A propósito de reconciliaciones sin transparencia.
Por:Alexis Jardines.
I
Un excelente post de Yoani Sánchez ―titulado «El buen intelectual»― resumió de manera insuperable en tres pequeños párrafos algo que me venía dando vueltas en la cabeza sin encontrar una vía expedita de materialización. Recomiendo su lectura como complemento del tema que voy a tratar aquí.
En su momento dediqué un artículo («Contracastrismo»), publicado en el blog de Estado de Sats, a los ciberfundamentalistas del exilio. Es obvio que no me identifico con esa postura, sin embargo, quiero dejar claro desde un inicio que su paranoia ―justificada o no― no es lo que obstaculiza el acercamiento entre los cubanos de la Isla y de la diáspora. Hay algo más aquí que debe salir a la luz.
El problema que se presenta, de inmediato, es el siguiente: quienes creen en los valores de la democracia no se pueden dar el lujo de adoptar una actitud exclusionista hacia los académicos oficialistas e intelectuales orgánicos que hoy hablan de reconciliar a todos los cubanos, a pesar de haber apoyado ―haciendo mutis en los casos más leves― la marginación de los que no comulgaban con el sistema comunista y su ideología marxista-leninista. Se dirá, con razón, que no toda la Intelligentsia de la Isla comparte la ideología revolucionaria, pero es justamente a esos que ―compartiéndola o no― siguen defendiendo el statu quo (entiéndase, la tolerancia represiva y las reformas sin cambios) a los que yo me refiero.
La vida es dinámica ―aunque Cuba permanezca estacionaria― y las palabras de Padura en el reciente debate de la UNEAC, por muy contestatarias que puedan parecer, ya son parte del problema y no de la solución. ¿Dónde estaba ese panel cuando expulsaron a Antonio José Ponte de la Unión Nacional de Escritores y Artistas? ¿Por qué parte del mundo andan los músicos de Havanization cada vez que arrestan a Gorki Águila? Ser revolucionario en la Cuba de hoy es ya un asunto de elección y el paquete contiene, entre tantas cosas aborrecibles, una ética versátil capaz de revertirlo todo sin la menor consecuencia.

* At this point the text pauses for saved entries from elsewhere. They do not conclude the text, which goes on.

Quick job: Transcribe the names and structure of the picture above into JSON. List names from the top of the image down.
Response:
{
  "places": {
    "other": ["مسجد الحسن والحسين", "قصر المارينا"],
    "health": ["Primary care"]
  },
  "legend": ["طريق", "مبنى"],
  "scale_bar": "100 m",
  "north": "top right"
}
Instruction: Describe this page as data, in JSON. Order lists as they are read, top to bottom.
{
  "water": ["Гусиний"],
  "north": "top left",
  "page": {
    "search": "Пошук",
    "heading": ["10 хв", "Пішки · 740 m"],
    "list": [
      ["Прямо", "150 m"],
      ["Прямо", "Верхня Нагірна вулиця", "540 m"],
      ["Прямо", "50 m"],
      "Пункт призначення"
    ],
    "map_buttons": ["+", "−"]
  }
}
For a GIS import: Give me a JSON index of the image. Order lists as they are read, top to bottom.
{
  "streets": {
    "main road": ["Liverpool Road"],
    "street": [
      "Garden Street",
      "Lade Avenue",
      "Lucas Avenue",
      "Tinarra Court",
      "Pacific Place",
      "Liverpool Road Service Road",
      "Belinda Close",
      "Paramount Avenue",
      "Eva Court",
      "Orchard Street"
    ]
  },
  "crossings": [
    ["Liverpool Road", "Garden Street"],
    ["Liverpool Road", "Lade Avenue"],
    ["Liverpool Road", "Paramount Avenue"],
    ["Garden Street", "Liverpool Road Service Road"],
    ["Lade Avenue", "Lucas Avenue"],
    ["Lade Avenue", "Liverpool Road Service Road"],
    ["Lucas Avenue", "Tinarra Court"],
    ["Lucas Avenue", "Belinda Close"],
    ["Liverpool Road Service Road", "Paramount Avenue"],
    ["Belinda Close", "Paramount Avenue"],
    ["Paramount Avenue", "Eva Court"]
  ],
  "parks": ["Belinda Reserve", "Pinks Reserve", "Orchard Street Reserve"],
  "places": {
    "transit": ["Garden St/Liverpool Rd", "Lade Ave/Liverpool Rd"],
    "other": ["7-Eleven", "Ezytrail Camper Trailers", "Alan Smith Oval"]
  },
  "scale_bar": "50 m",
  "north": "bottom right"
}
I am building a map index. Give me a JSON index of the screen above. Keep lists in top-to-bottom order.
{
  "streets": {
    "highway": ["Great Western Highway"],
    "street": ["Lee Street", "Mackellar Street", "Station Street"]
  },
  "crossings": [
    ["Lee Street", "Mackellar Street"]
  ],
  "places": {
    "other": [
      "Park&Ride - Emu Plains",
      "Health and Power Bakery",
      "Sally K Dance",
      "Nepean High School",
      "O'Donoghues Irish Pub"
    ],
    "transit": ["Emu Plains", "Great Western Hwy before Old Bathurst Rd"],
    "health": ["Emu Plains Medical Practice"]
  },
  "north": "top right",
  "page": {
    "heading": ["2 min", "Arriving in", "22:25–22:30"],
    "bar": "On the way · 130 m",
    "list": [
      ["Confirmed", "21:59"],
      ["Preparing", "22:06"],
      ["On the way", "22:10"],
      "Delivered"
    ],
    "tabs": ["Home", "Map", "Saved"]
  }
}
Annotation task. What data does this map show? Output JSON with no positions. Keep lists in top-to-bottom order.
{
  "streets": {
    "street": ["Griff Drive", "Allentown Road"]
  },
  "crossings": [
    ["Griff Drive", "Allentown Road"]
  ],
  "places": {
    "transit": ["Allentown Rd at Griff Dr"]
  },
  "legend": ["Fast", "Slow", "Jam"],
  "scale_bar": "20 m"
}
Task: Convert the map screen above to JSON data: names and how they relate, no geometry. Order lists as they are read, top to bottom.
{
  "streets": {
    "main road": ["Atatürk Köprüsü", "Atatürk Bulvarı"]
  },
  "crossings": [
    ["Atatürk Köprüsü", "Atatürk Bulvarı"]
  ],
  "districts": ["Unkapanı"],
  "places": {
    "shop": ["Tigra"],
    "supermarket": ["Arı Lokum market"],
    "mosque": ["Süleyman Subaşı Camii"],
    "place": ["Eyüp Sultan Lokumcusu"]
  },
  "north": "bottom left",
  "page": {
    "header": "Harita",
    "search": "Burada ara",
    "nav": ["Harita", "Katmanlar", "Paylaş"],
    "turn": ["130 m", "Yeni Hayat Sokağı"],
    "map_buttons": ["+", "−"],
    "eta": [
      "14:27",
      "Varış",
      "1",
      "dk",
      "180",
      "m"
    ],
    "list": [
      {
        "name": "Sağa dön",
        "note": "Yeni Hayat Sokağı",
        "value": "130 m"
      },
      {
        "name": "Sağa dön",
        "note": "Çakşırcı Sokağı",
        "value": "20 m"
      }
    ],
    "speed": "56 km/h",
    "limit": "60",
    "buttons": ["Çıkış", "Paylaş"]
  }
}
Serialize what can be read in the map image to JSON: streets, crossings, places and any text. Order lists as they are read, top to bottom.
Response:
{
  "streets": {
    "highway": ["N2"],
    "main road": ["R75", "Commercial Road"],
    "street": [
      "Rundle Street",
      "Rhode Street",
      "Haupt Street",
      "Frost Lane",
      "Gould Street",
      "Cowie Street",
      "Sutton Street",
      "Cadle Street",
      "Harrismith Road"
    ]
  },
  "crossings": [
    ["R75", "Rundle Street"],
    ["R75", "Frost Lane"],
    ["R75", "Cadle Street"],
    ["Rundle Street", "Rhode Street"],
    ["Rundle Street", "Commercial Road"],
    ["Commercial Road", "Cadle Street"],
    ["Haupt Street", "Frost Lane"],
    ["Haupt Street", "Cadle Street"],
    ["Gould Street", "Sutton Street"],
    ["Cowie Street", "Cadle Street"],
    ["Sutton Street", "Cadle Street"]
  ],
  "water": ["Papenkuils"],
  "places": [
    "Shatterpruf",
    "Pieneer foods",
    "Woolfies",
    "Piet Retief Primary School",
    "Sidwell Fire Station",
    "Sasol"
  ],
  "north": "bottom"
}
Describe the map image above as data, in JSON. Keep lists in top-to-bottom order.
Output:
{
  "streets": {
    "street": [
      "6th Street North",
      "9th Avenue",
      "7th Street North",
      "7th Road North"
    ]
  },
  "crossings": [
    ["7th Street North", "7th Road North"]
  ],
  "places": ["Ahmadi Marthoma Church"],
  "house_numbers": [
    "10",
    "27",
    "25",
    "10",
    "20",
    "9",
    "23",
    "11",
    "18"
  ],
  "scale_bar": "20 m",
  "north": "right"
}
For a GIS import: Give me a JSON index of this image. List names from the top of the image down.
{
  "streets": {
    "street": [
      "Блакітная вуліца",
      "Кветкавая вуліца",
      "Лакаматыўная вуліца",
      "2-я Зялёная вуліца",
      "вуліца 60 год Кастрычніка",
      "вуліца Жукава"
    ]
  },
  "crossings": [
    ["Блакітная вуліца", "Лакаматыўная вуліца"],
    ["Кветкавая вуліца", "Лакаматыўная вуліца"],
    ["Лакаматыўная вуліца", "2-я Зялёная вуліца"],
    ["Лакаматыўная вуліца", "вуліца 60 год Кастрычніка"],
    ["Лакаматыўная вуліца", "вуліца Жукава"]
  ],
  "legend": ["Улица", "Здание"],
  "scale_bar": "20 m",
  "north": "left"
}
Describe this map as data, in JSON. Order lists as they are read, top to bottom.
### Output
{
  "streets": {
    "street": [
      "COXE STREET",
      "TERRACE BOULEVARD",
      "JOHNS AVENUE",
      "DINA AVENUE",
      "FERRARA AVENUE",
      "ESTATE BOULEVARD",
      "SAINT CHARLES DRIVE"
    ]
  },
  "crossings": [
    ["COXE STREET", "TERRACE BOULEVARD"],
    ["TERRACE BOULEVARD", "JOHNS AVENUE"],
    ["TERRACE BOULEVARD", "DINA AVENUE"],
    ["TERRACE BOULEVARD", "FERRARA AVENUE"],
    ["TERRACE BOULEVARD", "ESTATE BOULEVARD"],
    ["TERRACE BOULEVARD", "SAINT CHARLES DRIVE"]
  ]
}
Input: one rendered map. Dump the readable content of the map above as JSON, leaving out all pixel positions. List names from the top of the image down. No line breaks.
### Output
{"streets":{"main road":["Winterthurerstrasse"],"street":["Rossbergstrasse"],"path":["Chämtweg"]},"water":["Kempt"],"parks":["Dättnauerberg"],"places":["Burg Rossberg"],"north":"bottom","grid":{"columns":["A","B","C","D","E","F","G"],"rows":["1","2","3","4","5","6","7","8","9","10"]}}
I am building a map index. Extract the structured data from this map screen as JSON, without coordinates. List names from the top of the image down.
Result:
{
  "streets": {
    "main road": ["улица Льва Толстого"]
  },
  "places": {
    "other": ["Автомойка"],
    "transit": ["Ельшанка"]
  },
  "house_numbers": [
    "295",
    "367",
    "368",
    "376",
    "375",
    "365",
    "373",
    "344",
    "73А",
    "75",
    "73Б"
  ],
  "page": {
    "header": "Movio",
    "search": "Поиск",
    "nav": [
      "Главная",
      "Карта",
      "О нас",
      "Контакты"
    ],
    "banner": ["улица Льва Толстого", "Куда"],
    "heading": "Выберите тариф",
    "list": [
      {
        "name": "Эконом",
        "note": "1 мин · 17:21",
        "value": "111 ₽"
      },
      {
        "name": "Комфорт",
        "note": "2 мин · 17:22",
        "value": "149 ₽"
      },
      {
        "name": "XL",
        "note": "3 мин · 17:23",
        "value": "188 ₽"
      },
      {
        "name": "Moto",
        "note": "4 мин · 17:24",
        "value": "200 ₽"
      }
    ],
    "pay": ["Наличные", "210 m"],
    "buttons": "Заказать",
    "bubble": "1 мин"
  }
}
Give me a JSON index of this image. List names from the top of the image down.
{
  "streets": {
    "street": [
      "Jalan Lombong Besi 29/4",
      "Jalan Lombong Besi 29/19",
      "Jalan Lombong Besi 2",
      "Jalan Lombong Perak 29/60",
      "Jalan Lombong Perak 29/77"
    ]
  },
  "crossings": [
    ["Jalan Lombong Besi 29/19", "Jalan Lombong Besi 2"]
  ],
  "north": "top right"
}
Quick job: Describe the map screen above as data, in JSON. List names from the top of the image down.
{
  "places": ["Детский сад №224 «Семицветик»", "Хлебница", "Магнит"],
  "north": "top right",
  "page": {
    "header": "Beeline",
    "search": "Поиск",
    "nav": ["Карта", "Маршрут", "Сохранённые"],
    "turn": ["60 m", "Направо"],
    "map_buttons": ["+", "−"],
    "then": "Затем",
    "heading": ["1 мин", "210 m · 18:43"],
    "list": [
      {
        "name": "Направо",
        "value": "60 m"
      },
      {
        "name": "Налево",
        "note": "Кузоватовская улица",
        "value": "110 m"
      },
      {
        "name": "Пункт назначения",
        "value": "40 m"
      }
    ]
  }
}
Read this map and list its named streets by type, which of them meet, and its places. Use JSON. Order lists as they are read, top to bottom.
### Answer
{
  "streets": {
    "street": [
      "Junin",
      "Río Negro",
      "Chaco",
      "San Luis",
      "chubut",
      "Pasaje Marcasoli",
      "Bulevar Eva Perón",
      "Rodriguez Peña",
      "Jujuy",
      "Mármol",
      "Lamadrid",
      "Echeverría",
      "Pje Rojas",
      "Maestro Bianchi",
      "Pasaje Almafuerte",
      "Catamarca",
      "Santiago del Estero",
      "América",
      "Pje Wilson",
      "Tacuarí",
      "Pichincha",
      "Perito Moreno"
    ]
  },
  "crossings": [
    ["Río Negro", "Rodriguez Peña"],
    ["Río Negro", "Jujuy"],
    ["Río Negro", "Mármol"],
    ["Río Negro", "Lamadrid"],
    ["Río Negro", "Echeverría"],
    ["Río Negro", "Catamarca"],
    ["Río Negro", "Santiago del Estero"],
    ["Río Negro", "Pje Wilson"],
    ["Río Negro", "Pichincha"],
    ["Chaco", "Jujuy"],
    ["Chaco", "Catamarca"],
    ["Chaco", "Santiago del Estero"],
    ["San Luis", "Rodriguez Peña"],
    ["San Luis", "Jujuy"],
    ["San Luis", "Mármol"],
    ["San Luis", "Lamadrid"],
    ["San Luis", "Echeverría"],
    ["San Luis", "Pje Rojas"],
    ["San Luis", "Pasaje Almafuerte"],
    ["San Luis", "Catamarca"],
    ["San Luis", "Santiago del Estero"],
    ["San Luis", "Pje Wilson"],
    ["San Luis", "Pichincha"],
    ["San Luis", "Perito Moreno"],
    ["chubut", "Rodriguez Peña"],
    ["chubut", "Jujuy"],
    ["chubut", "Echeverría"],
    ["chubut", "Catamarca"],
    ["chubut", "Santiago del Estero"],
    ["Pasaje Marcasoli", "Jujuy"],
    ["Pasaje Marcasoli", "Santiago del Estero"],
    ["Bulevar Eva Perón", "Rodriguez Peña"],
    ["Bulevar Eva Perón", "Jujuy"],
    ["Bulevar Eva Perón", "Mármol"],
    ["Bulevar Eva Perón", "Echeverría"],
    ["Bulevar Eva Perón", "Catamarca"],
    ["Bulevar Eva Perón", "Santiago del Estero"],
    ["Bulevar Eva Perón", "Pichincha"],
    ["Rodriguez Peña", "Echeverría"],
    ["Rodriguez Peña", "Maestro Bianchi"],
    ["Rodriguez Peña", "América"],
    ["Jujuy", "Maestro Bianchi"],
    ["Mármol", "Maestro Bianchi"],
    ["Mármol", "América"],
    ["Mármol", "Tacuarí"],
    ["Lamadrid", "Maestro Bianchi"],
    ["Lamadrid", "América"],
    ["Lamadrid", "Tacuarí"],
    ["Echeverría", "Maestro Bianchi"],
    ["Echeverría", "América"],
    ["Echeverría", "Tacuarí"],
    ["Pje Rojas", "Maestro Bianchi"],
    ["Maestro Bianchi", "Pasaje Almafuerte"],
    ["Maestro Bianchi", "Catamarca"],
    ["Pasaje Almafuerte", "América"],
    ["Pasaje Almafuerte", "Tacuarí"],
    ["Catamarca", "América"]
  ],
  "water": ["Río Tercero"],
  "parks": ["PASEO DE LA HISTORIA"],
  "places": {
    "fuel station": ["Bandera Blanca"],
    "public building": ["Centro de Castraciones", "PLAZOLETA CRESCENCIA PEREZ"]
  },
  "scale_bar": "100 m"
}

¿A dónde fue a parar aquella Moral Comunista que estigmatizaba el dinero? Hoy nos encontramos a una cúpula gobernante ―junto a sus allegados y parientes― sedienta de dólares y dispuesta a todo para conseguirlos. Pero si quien no simpatiza con ella recibe un solo dólar, generalmente de un modo legal y justo, le cae encima todo el peso de la propaganda totalitaria con el socorrido «argumento del mercenario» en una reacción tan desmedida que llama a reflexión. Me preguntaré, para no salirme del tema, por nuestros intelectuales, artistas y académicos oficialistas. ¿Quién les paga? ¿Quién pone la comida en su mesa? No es el gobierno con los 20 dólares mensuales, son sus colegas capitalistas en el exterior. A imagen y semejanza de la cúpula partidista han sabido aprovechar muy bien las bondades del “Imperio” y de la democracia. Esta es la razón fundamental por la cual necesitan enarbolar el lenguaje del reencuentro y la concordia, el cual mantiene abiertas las puertas al intercambio cultural. Junto a académicos e intelectuales, los artistas ―no solo comprometidos con la Revolución, sino hasta militantes del Partido único― viajan a Miami en un trueque unidireccional y regresan con los bolsillos llenos de dólares. Amén del hecho (notado ya por Antonio Rodiles), que un verdadero intercambio debería llevar a la Isla a Willy Chirino y a Gloria Estefan tal y como se hace con Silvio y Pablo desde la otra orilla, mi pregunta es: ¿será que son consecuentes nuestros profesionales de las artes y las letras porque siempre se trató de la Doble Moral Comunista? Desde esta óptica se entiende que un revolucionario acuse a un exiliado de fundamentalista mientras aprueba y apoya los ancestrales e inamovibles estatutos del Partido único.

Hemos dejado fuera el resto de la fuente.